The organizations leading the effort touted the innovation they said it brings.
“I think it’s very, very straightforward, but it’s not the way that medicine generally thinks,” James said.
Guale
Valdez, CEO of the Mattapan Community Health Center, said that kind of
innovation is key to how the health center operates.
“One of the things I’ve always believed in is that we, as a health center, have an obligation
to always look for better ways to provide care,” Valdez said. “We always
have to be innovative, and this fell right in line with that.”
Key
to that work, they said, is the partnership between the three groups,
which has brought expanded resources to a shared vision.
Taveras
said she has seen an increase in cross-institutional collaboration in
the past five years, especially since the COVID-19 pandemic.
“[We]
have realized that we could go further and be so much more impactful
when we leave at the door our affiliations and truly center people and
communities,” she said. “That’s what this is an example of.”
Valdez
sees the role of the center as bringing Mattapan perspectives to the
conversation and says the partnership has opened new doors.
“To
focus on innovation on our own is one thing — we do quite well with
that, by the way,” Valdez said, “but to focus on innovation with the
resources and the talent that all of our organizations bring together?
That’s never been done before.”
The
roots of this initiative date back two years, well before the current
federal administration and the cuts to health care. James said she
thinks the work has a particular importance in a time where health and
particularly health equity efforts are facing pressure.
“Now there’s a great deal
more pressure, or maybe even a pressure that didn’t exist previously,
but it doesn’t stop us from persevering and doing what needs to be
done,” James said.
But
Valdez also pointed out that the disparities the effort aims to address
have been around for years and need to be addressed regardless of who
is in office.
“There
have been challenges in this environment for the longest time — not just
with this administration, but there’s always been challenges in how
care is delivered,” he said.
The
program is still in its early stages — something leaders from all three
organizations were quick to point out — but preliminary results from
the first cohort, which began in the spring and has completed its
six-month follow-up, seem promising. The team has started enrolling the
second cohort.
While
they said it’s too early to make promises, they could envision the kind
of program they’ve been operating spreading to other neighborhoods and
expanding to address other conditions.
“Our
goal is to learn from this first demonstration program in Mattapan — to
learn what works for who and how,” Taveras said. “How do we iterate to
then bring this community-informed model to other neighborhoods in
Boston and to piggyback onto what we are doing, even in Mattapan, other
conditions that are also important and of high burden.”
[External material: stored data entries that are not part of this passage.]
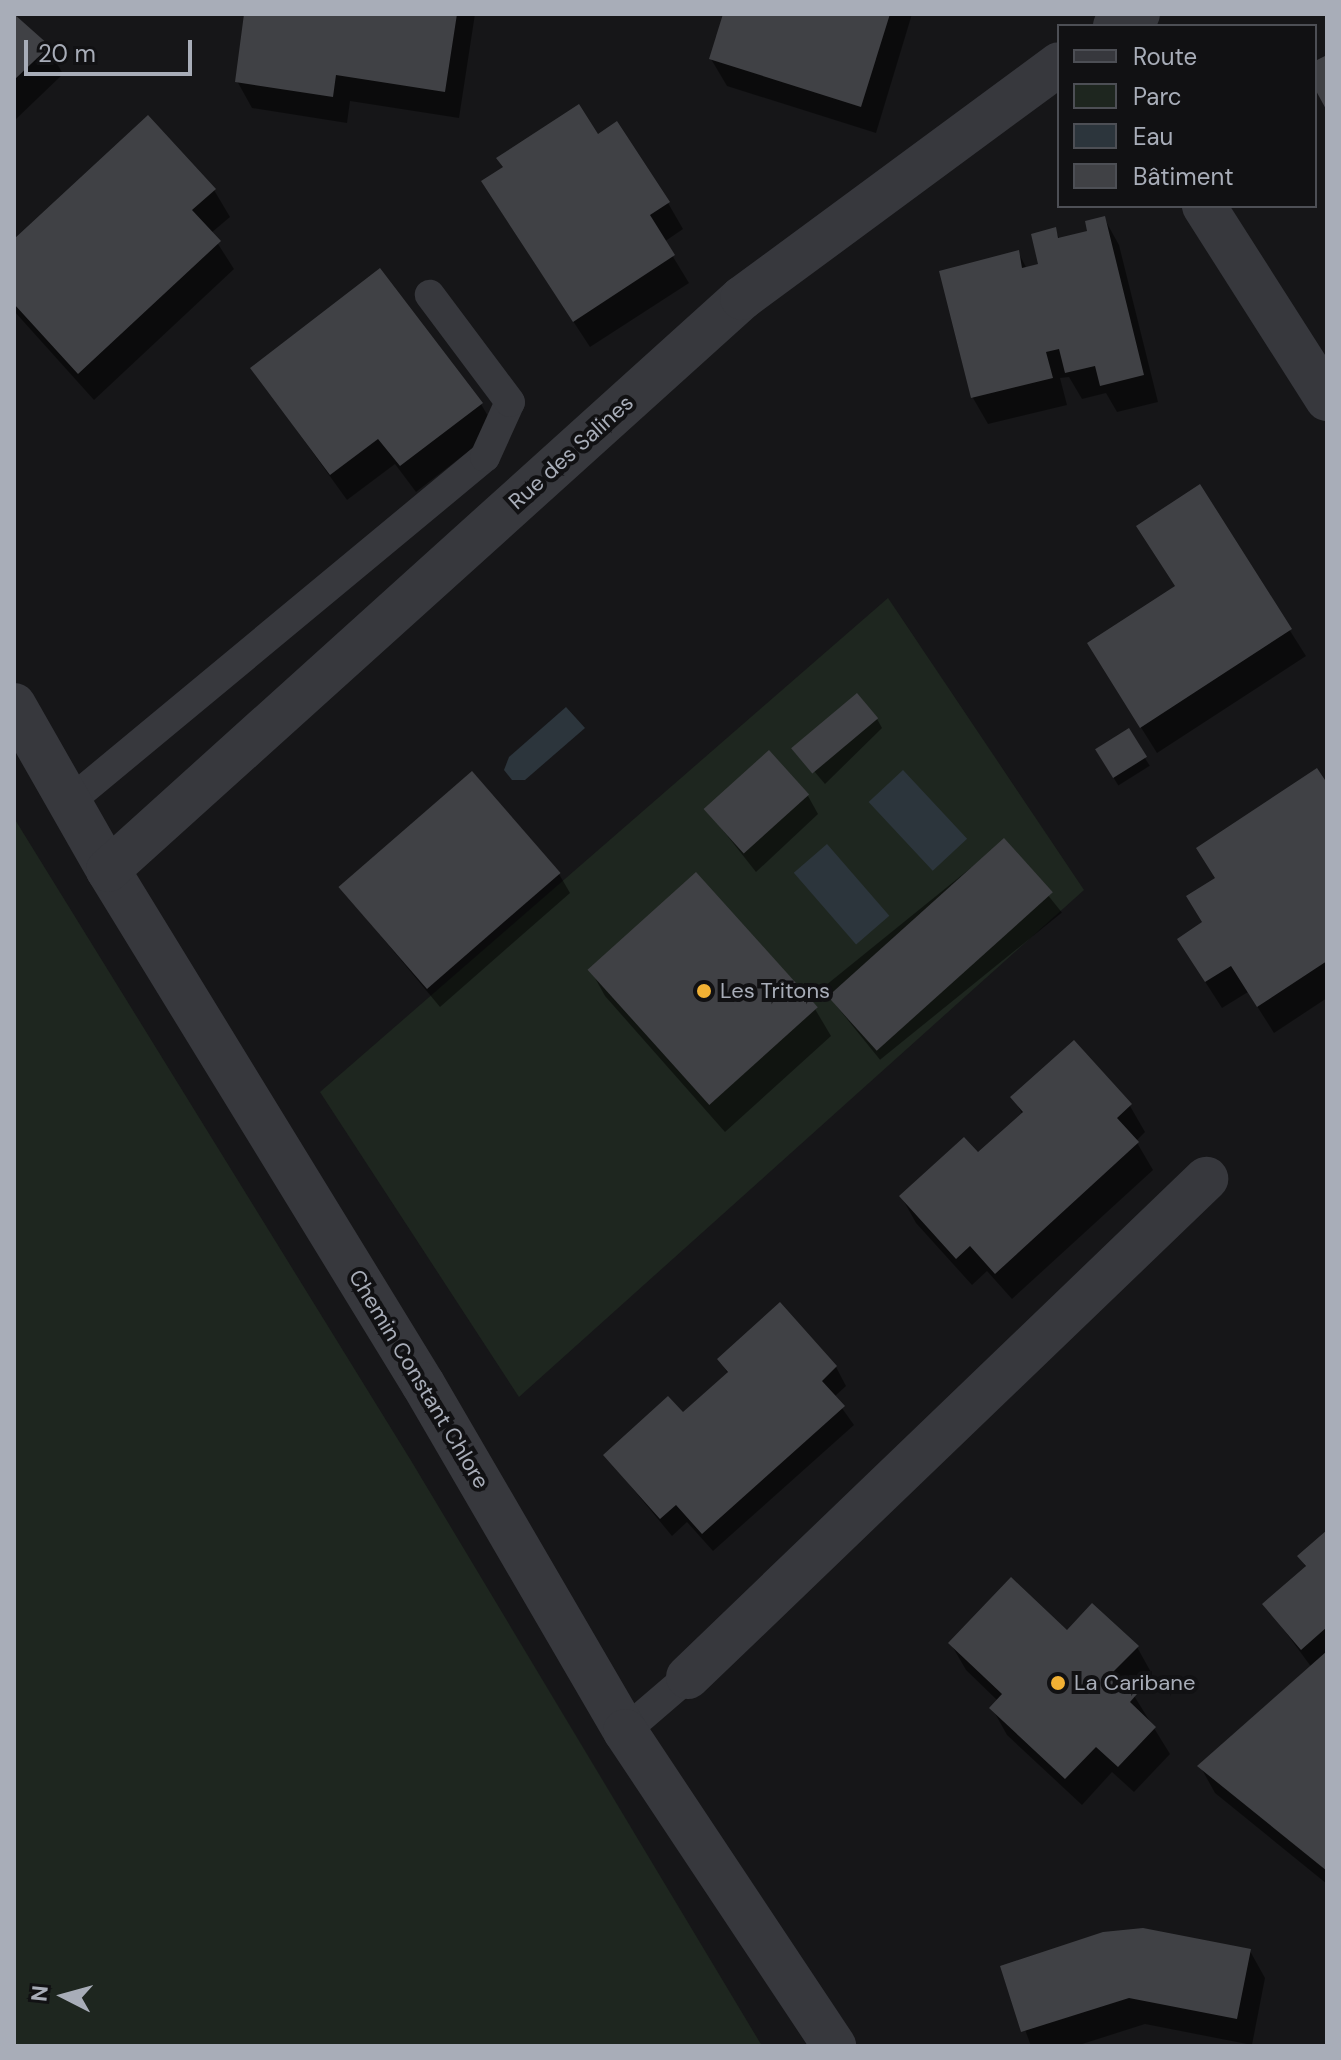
<!DOCTYPE html>
<html>
<head>
<meta charset="utf-8">
<style>
  body { margin:0 }
  #map { position:relative; width:1341px; height:2060px; overflow:hidden; background:#161618; font-family:"DM Sans",sans-serif }
  div>[style] { position:absolute }
  [style*='--x'] { left:calc(var(--x)*1px); top:calc(var(--y)*1px); width:calc(var(--w)*1px); rotate:calc(var(--a)*1deg) }
  .green>* { inset:0; background:#1e261f }
  .water>* { inset:0; background:#2c353c; transform-origin:0 0 }
  .shadow>* { inset:0; background:#0007; transform-origin:0 0 }
  .building>* { inset:0; background:#404145; transform-origin:0 0 }
  .service>* { height:30px; margin:-15px; padding:0 15px; transform-origin:15px; border-radius:15px; background:#37383d }
  .minor>* { height:44px; margin:-22px; padding:0 22px; transform-origin:22px; border-radius:22px; background:#37383d }
  .dots>* { width:22px; height:22px; translate:-50% -50%; box-sizing:border-box; border:4px solid #111113; border-radius:50% }
  span { translate:-50% -50%; white-space:nowrap; text-align:center; line-height:1.15; -webkit-text-stroke:8px #111113; paint-order:stroke }
  .street-label { font-size:22px; color:#a8adb8 }
  .poi-label { font-size:22px; color:#a8adb8 }
  .left { translate:0 -50%; text-align:left }
  .frame { position:absolute; inset:0; border:16px solid #a8adb8; pointer-events:none }
  .legend { position:absolute; left:1057px; top:24px; width:260px; height:184px; box-sizing:border-box; background:#111113; border:2px solid #4d4f55; margin:0; padding:10px 14px; list-style:none; font-size:24px; color:#a8adb8 }
  .legend li { display:flex; align-items:center; gap:16px; height:40px }
  .legend b { width:40px; border:2px solid #4d4f55 }
  .north { position:absolute; left:24px; top:1956px; width:80px; height:80px; -webkit-text-stroke:6px #111113; paint-order:stroke; rotate:276deg; font-size:22px; font-weight:700; line-height:32px; text-align:center; color:#a8adb8 }
  .north::after { content:''; display:block; margin:auto; width:28px; height:36px; background:#a8adb8; clip-path:polygon(50% 0,100% 100%,50% 72%,0 100%) }
  .scale { position:absolute; left:24px; top:40px; width:168px; height:36px; box-sizing:border-box; border:4px solid #a8adb8; border-top:0; padding-left:10px; font-size:24px; line-height:28px; white-space:nowrap; color:#a8adb8; -webkit-text-stroke:6px #111113; paint-order:stroke }
</style>
</head>
<body>
<div id="map">
  <div class="green">
    <i style="clip-path:polygon(888px 598px,1084px 890px,519px 1397px,320px 1092px)"></i>
    <i style="clip-path:polygon(14px 818px,410px 1459px,762px 2046px,14px 2046px)"></i>
  </div>
  <div class="water">
    <i style="clip-path:polygon(566px 707px,585px 728px,525px 780px,512px 780px,504px 770px,509px 757px)"></i>
    <i style="left:903px;top:770px;width:94px;height:47px;rotate:47deg"></i>
    <i style="left:827px;top:844px;width:95px;height:44px;rotate:49deg"></i>
  </div>
  <div class="shadow">
    <i style="clip-path:polygon(14px 14px,48px 48px,63px 74px,14px 121px)"></i>
    <i style="clip-path:polygon(247px 14px,475px 14px,459px 118px,350px 101px,347px 123px,252px 108px,237px 81px)"></i>
    <i style="clip-path:polygon(725px 14px,912px 14px,876px 133px,727px 86px,711px 59px)"></i>
    <i style="clip-path:polygon(597px 137px,668px 203px,683px 229px,664px 242px,689px 283px,590px 347px,499px 208px)"></i>
    <i style="clip-path:polygon(214px 190px,230px 217px,211px 233px,234px 269px,94px 400px,14px 311px,14px 242px)"></i>
    <i style="clip-path:polygon(1104px 218px,1119px 245px,1158px 402px,1117px 412px,1106px 393px,1082px 399px,1069px 377px,1060px 378px,1067px 405px,988px 424px,973px 398px,941px 272px,1018px 252px,1027px 269px,1040px 266px,1055px 230px,1060px 240px,1090px 232px)"></i>
    <i style="clip-path:polygon(252px 368px,481px 404px,496px 430px,416px 492px,395px 464px,347px 500px)"></i>
    <i style="clip-path:polygon(1199px 487px,1306px 656px,1157px 753px,1105px 670px,1176px 588px)"></i>
    <i style="clip-path:polygon(877px 719px,882px 728px,825px 784px,797px 751px)"></i>
    <i style="left:1128px;top:731px;width:41px;height:37px;rotate:58deg"></i>
    <i style="clip-path:polygon(1327px 787px,1327px 998px,1274px 1033px,1248px 992px,1222px 1008px,1195px 966px,1204px 923px,1217px 880px)"></i>
    <i style="clip-path:polygon(808px 796px,818px 814px,756px 872px,707px 810px)"></i>
    <i style="left:1004px;top:841px;width:92px;height:234px;rotate:51deg"></i>
    <i style="clip-path:polygon(559px 874px,570px 893px,440px 1007px,342px 889px)"></i>
    <i style="clip-path:polygon(590px 969px,815px 1009px,831px 1036px,725px 1132px,605px 996px)"></i>
    <i style="clip-path:polygon(1013px 1098px,1130px 1106px,1145px 1132px,1136px 1141px,1153px 1170px,1012px 1299px,987px 1271px,972px 1285px,916px 1223px,901px 1196px,978px 1155px,1023px 1115px)"></i>
    <i style="clip-path:polygon(780px 1305px,836px 1367px,846px 1386px,834px 1397px,854px 1425px,713px 1551px,687px 1522px,672px 1536px,605px 1455px,683px 1415px,728px 1374px,720px 1360px)"></i>
    <i style="clip-path:polygon(1327px 1533px,1327px 1884px,1215px 1793px,1200px 1766px,1312px 1668px,1265px 1604px,1306px 1568px,1300px 1556px)"></i>
    <i style="clip-path:polygon(1067px 1632px,1137px 1647px,1152px 1674px,1133px 1694px,1170px 1754px,1134px 1792px,1112px 1772px,1082px 1805px,1007px 1735px,992px 1708px,998px 1701px,966px 1670px,951px 1644px)"></i>
    <i style="clip-path:polygon(1250px 1951px,1265px 1978px,1252px 2045px,1145px 2024px,1076px 2046px,1031px 2046px,1002px 1967px)"></i>
  </div>
  <div class="building">
    <i style="clip-path:polygon(14px 14px,50px 46px,14px 80px)"></i>
    <i style="clip-path:polygon(244px 14px,457px 14px,445px 92px,336px 75px,333px 97px,235px 82px)"></i>
    <i style="clip-path:polygon(723px 14px,890px 14px,861px 107px,709px 59px)"></i>
    <i style="clip-path:polygon(1327px 55px,1327px 111px,1315px 89px,1315px 61px)"></i>
    <i style="clip-path:polygon(579px 104px,598px 134px,617px 121px,670px 202px,650px 215px,675px 255px,573px 322px,481px 181px,503px 167px,496px 158px)"></i>
    <i style="clip-path:polygon(148px 115px,216px 189px,192px 210px,221px 241px,78px 374px,14px 304px,14px 239px)"></i>
    <i style="clip-path:polygon(1105px 216px,1144px 375px,1100px 386px,1095px 366px,1065px 373px,1059px 349px,1046px 352px,1053px 378px,971px 398px,939px 271px,1019px 250px,1022px 268px,1038px 264px,1031px 234px,1056px 227px,1058px 238px,1087px 231px,1085px 221px)"></i>
    <i style="clip-path:polygon(380px 268px,483px 403px,400px 466px,378px 439px,330px 475px,250px 368px)"></i>
    <i style="clip-path:polygon(1200px 484px,1292px 629px,1140px 728px,1087px 643px,1175px 586px,1136px 526px)"></i>
    <i style="left:857px;top:693px;width:33px;height:86px;rotate:50deg"></i>
    <i style="left:1129px;top:728px;width:34px;height:40px;rotate:58deg"></i>
    <i style="left:769px;top:750px;width:60px;height:88px;rotate:48deg"></i>
    <i style="clip-path:polygon(1317px 768px,1327px 783px,1327px 961px,1257px 1007px,1231px 966px,1205px 982px,1177px 939px,1202px 922px,1186px 896px,1215px 878px,1196px 848px)"></i>
    <i style="left:472px;top:771px;width:135px;height:177px;rotate:49deg"></i>
    <i style="left:1004px;top:838px;width:73px;height:237px;rotate:48deg"></i>
    <i style="left:696px;top:872px;width:182px;height:146px;rotate:48deg"></i>
    <i style="clip-path:polygon(1074px 1040px,1132px 1104px,1117px 1118px,1139px 1142px,995px 1274px,970px 1246px,956px 1259px,899px 1196px,964px 1137px,978px 1152px,1023px 1112px,1010px 1097px)"></i>
    <i style="clip-path:polygon(780px 1302px,837px 1366px,822px 1381px,845px 1406px,702px 1534px,676px 1505px,660px 1519px,603px 1455px,668px 1396px,683px 1412px,728px 1372px,717px 1359px)"></i>
    <i style="clip-path:polygon(1327px 1530px,1327px 1627px,1301px 1650px,1262px 1604px,1306px 1566px,1297px 1556px)"></i>
    <i style="clip-path:polygon(1011px 1577px,1067px 1630px,1092px 1603px,1139px 1646px,1113px 1672px,1137px 1694px,1130px 1702px,1156px 1727px,1118px 1767px,1096px 1747px,1065px 1779px,989px 1708px,1002px 1694px,948px 1643px)"></i>
    <i style="clip-path:polygon(1327px 1651px,1327px 1871px,1197px 1766px)"></i>
    <i style="clip-path:polygon(1143px 1928px,1251px 1949px,1237px 2019px,1129px 1998px,1021px 2032px,1000px 1966px,1103px 1932px)"></i>
  </div>
  <div class="service">
    <i style="--x:69;--y:802;--w:540;--a:-39.67"></i>
    <i style="--x:485;--y:457;--w:60;--a:-65.6"></i>
    <i style="--x:510;--y:402;--w:134;--a:-126.8"></i>
    <i style="--x:625;--y:1731;--w:83;--a:-40.6"></i>
  </div>
  <div class="minor">
    <i style="--x:1115;--y:26;--w:26;--a:-28"></i>
    <i style="--x:1204;--y:206;--w:229;--a:57.5"></i>
    <i style="--x:14;--y:705;--w:190;--a:60.3"></i>
    <i style="--x:108;--y:870;--w:603;--a:58.5"></i>
    <i style="--x:423;--y:1384;--w:402;--a:59.8"></i>
    <i style="--x:625;--y:1731;--w:378;--a:56.4"></i>
    <i style="--x:108;--y:870;--w:854;--a:-42.06"></i>
    <i style="--x:742;--y:298;--w:394;--a:-36.4"></i>
    <i style="--x:688;--y:1677;--w:719;--a:-43.87"></i>
  </div>
  <div class="dots">
    <i style="left:704px;top:991px;background:#f2b134"></i>
    <i style="left:1058px;top:1683px;background:#f2b134"></i>
  </div>
  <div class="street-label">
    <span style="left:571px;top:452px;rotate:-42deg">Rue des Salines</span>
    <span style="left:419px;top:1379px;rotate:59deg">Chemin Constant Chlore</span>
  </div>
  <div class="poi-label">
    <span class="left" style="left:720px;top:991px">Les Tritons</span>
    <span class="left" style="left:1074px;top:1683px">La Caribane</span>
  </div>
  <div class="frame"></div>
  <ul class="legend">
  <li><b style="height:10px;background:#37383d"></b>Route</li>
  <li><b style="height:22px;background:#1e261f"></b>Parc</li>
  <li><b style="height:22px;background:#2c353c"></b>Eau</li>
  <li><b style="height:22px;background:#404145"></b>Bâtiment</li>
  </ul>
  <div class="north">N</div>
  <div class="scale">20 m</div>
</div>
</body>
</html>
She said those other issues might include things like maternal and infant mortality or preventable cancers.
James
said she could envision a goal of expanding the model of care to other
neighborhoods and that a look at the disparities tracked in the Boston
Public Health Commission’s data reveal “there’s plenty of
opportunities.”
That
sort of expansion could bring the model of community design out to the
rest of the city, something she said should continue to be top of mind.
“Honestly,
anything you’re planning to do with patients should always begin with
stakeholders, with the community itself, and community members and
patients in the area that you’re going to work with,” James said.